Training JSONL (telemetry.jsonl)

Envelope per line: { "ts_ms", "event", "payload" }. Payload keys are defined in crates/vox-populi/src/mens/tensor/telemetry_schema.rs (e.g. eta_seconds_remaining, steps_per_sec_ema). The CLI viewer vox mens watch-telemetry must track this schema (guarded by vox ci data-ssot-guards).

Mens training KPI ownership (decision-driving)

  • Tier 1 (gate-driving):
    • tokens_per_sec (with tokens_per_sec_is_proxy when derived),
    • valid_tokens,
    • theoretical_tokens,
    • supervised_ratio_pct.
  • Tier 2 (diagnostic):
    • steps_per_sec_ema,
    • eta_seconds_remaining,
    • skip counters (skip_no_supervised_positions, skip_short_seq, ...).

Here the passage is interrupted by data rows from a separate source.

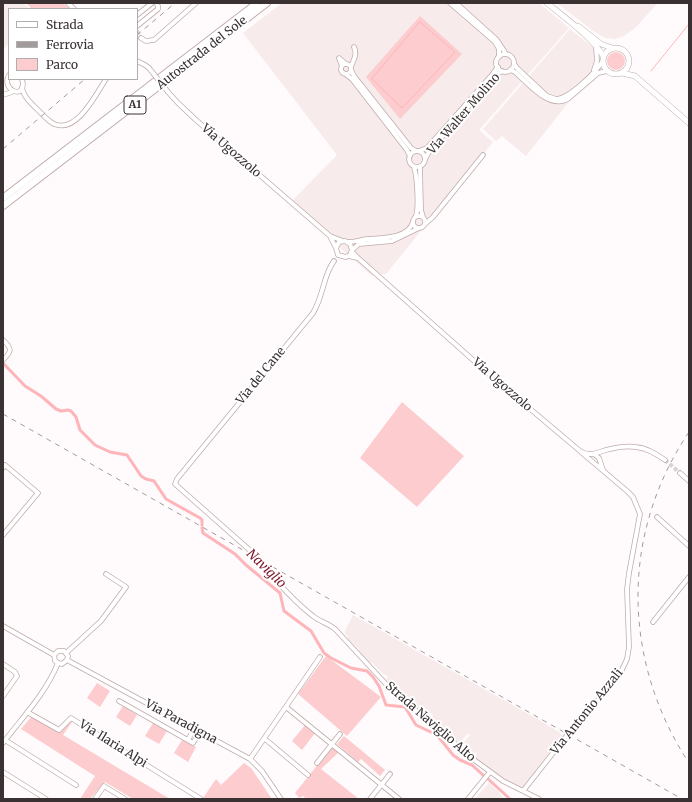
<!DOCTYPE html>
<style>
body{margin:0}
#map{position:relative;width:692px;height:802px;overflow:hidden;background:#fffafb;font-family:Merriweather,serif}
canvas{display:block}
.frame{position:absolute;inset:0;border:4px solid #393132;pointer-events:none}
.legend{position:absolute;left:8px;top:8px;width:130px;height:72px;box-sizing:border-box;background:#fff;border:1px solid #b0adad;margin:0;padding:5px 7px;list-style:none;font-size:12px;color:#393132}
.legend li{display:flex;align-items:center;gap:8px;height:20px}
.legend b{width:20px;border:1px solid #b0adad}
</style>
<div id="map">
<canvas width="692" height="802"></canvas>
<div class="frame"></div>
<ul class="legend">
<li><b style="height:5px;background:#fff"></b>Strada</li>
<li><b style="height:5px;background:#a19b9c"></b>Ferrovia</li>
<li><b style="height:11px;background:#fdccce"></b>Parco</li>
</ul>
</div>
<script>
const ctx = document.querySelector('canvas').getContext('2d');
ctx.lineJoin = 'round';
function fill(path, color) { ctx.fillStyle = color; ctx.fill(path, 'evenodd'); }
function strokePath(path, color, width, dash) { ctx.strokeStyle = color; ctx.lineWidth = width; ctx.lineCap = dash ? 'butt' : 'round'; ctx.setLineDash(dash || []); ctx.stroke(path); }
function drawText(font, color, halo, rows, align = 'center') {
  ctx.font = font + ' Merriweather,serif'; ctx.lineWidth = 4; ctx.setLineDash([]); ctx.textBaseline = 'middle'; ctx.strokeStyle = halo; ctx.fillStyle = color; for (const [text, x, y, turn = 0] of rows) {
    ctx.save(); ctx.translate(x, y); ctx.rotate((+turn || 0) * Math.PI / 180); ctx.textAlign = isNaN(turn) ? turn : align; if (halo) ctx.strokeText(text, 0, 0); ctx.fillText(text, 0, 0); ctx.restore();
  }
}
const built = new Path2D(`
 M3,3H23L30,9H9V43L3,50Z
 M282,3H539L569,28L479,130L493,142L386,274L371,275L290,203L337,155L243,33Z
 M557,3H658L635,28L624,36L615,39L605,38L592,30Z
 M570,29L595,49L600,58L595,80L568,103L526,156L502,136L496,141L483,129Z
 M353,615L539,720L559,732L564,737L555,746L550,754L549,753L524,787L520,788L503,779L474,759L477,753L476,752L472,757L460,747L470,735L468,733L458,745L453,740L455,737L453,735L450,737L444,730L445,728L443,727L441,729L429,719L433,715L431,713L428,715L426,713L424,714L420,708L418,709L415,708L403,698L404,697L400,694L399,695L397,692L398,688L396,686L394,689L386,680L388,677L384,674H383L372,662L370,663L358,651L359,649L348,639V636L345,634V631Z
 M489,783L499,792L503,799H475Z`);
const green = new Path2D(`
 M26,3H63L70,9H32Z
 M420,16L462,54L400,119L366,77Z
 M607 61a9 9 0 1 1 18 0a9 9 0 1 1-18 0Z
 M402,402L464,456L417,507L360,458Z
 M326,656L381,697L347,736L298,694Z
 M97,683L110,691L100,707L87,698Z
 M123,706L137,715L130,726L116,717Z
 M32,716L59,732L71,720L72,722L63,735L170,799H133L105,782L90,799H80L95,776L21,729Z
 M153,723L167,731L159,744L145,736Z
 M305,725L315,733L302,750L292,741Z
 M344,736L385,770L380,776L361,759L358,762L337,744Z
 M182,740L196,747L188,762L174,753Z
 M332,747L339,752L321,769L359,799H305L304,796L299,798L295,793Z
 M244,763L251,768L272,799H205L203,798L216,779L221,785Z`);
const stream = new Path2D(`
 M420,22L455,52L402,108L372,79Z
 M651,71L689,24`);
const canal = new Path2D(`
 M3,363L25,386L41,396L56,409L61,411L68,410L71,411L76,417L80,430L95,445L110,452L127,455L141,476L146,479L154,481L166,499L200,518L202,520V525
 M202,528L203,533L235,554L246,565L280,593L284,611L311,631L324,653L331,658L351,668L367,671L373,677L379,686L386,705L405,707L416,725L437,735L453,755L460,760L472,765L484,776
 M487,778L510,799`);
const minorTunnel = new Path2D(`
 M137,31L141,38
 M665,460L680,473`);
const minor = new Path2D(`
 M68,3L74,9
 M450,3L495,42L499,49V57
 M456,3L497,40L506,54
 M137,15L152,3
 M137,26L158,9V6L156,3
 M141,38L146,41L154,40L196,3
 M496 63a9 9 0 1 1 18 0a9 9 0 1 1-18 0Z
 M137,61L145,65L149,68
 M514,64L517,68L547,96L556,99C570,98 595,73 602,62
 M341 69a5 5 0 1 1 10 0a5 5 0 1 1-10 0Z
 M342,66L339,58L346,64
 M351,67C353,60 358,55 354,47
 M351,70L354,76L411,148L416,151
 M510,70L515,72C529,84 550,111 569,98L598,73L607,71
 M594,70L597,61L596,47
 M344,73L352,79L407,150L410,156
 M9,75C0,91 28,101 22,79
 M22,87C23,97 33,105 40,112C44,116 48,121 54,124C77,134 96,94 106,79
 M168,92L178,103L196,120L330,236
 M3,95L12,92
 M419,151L427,148L491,76L498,67
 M409 159a8 8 0 1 1 16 0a8 8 0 1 1-16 0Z
 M425,159L429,152L497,74L502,71
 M414,167C417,176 419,207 416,216
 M420,167L421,210L423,217
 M413 222a6 6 0 1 1 12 0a6 6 0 1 1-12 0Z
 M425,224L433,217L483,155
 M348,242C355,242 360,240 367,239C380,238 408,239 413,222
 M336,248L330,236L343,241
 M352,250L350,244L345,241L339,242L336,248L338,255L346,257L350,255L352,250L359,244L392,241L419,228
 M348,256L358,258L352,252
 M358,258L490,375L580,451C591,458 599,451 610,449C618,447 628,446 636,447C647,448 656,454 665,460
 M334,261C323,275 324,295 313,313L177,479L175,484L253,553C269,573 292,600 313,616C320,622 329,623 336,630L398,697L432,723L466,754L503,781L539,799
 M3,340C13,349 11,352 3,360
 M594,454L599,458L603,470
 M3,468L5,465L38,493L3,535
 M680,473L689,481
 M657,517L689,546
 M653,622L689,577
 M3,626L54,655
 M66,653L101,621L126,587L106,574
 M54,655L58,651H64L68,656L67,660
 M54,655L55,661L58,663L62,664L67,660
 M67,660L250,759L262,771L281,799
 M3,664L15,672L17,676L3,696
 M119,701L193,743L200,732
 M286,707L399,799
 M27,712L59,730L71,718L201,799
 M265,739L308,775
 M5,740L76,785
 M188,740L194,729
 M3,743C22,718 46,693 58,663
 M250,759L320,657
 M317,763L340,734
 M3,772L46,799
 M523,791L568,734L619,676L627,659L629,647L627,589L629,573L640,514L633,497L627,491L581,452
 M95,799L104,786L125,799
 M370,799L390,774
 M468,799L490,772`);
const major = new Path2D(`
 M547,3C563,16 594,39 603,56
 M578,26L601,44L612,48
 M603 61a13 13 0 1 1 26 0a13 13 0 1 1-26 0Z
 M622,73L635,76L689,123`);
const highway = new Path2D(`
 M3,198L257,3
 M3,206L267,3`);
const rail = new Path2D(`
 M137,35L175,3
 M3,149L85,79
 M3,414L682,799
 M689,432C620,534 622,661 689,763`);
const minorBridge = new Path2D(`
 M149,68L168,92`);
const shields = [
 [135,105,22]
];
const shieldNames = [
 ["A1",135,105]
];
const streetNames = [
 ["Autostrada del Sole",202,53,-38],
 ["Via Walter Molino",464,114,-49],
 ["Via Ugozzolo",231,151,41],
 ["Via del Cane",261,376,-51],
 ["Via Ugozzolo",502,385,41],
 ["Via Antonio Azzali",587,712,-51],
 ["Via Paradigna",181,722,28],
 ["Strada Naviglio Alto",430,722,41],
 ["Via Ilaria Alpi",113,744,32]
];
const waterNames = [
 ["Naviglio",266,569,44]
];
fill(built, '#f7ebec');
fill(green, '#fdccce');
strokePath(stream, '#feb5ba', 1);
strokePath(canal, '#feb5ba', 3);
strokePath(minorTunnel, '#d7d2d3', 4, [4, 2]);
strokePath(minor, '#bfabac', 5.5);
strokePath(major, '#bfabac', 6);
strokePath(highway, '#bfabac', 8);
strokePath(minor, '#fff', 4);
strokePath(major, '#fff', 5);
strokePath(highway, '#fff', 6);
strokePath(rail, '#a19b9c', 1, [5, 5]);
strokePath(minorBridge, '#bfabac', 5.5, []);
strokePath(minorBridge, '#fff', 4);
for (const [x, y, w] of shields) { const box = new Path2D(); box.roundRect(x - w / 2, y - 9, w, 18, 3); ctx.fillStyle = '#fff'; ctx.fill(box); strokePath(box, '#393132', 1); }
drawText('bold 11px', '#393132', null, shieldNames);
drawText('12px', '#393132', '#fff', streetNames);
drawText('italic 13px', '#811a2f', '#fff', waterNames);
</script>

Deprecation / compatibility window

  • Consumers should prefer canonical fields above.
  • Legacy aliases are still read with warnings (status / eval-gate paths), then normalized at read time.
  • steps_per_sec_ema as a throughput surrogate is considered deprecated for gates when tokens_per_sec is present.

CI

  • vox ci data-ssot-guards — asserts watch-telemetry references schema keys and research_metrics list API avoids COALESCE(metric_value, 0.0).
  • Web IR structural gate: workflow sets VOX_WEBIR_VALIDATE=1 and runs cargo test -p vox-compiler --test web_ir_lower_emit (see .github/workflows/ci.yml).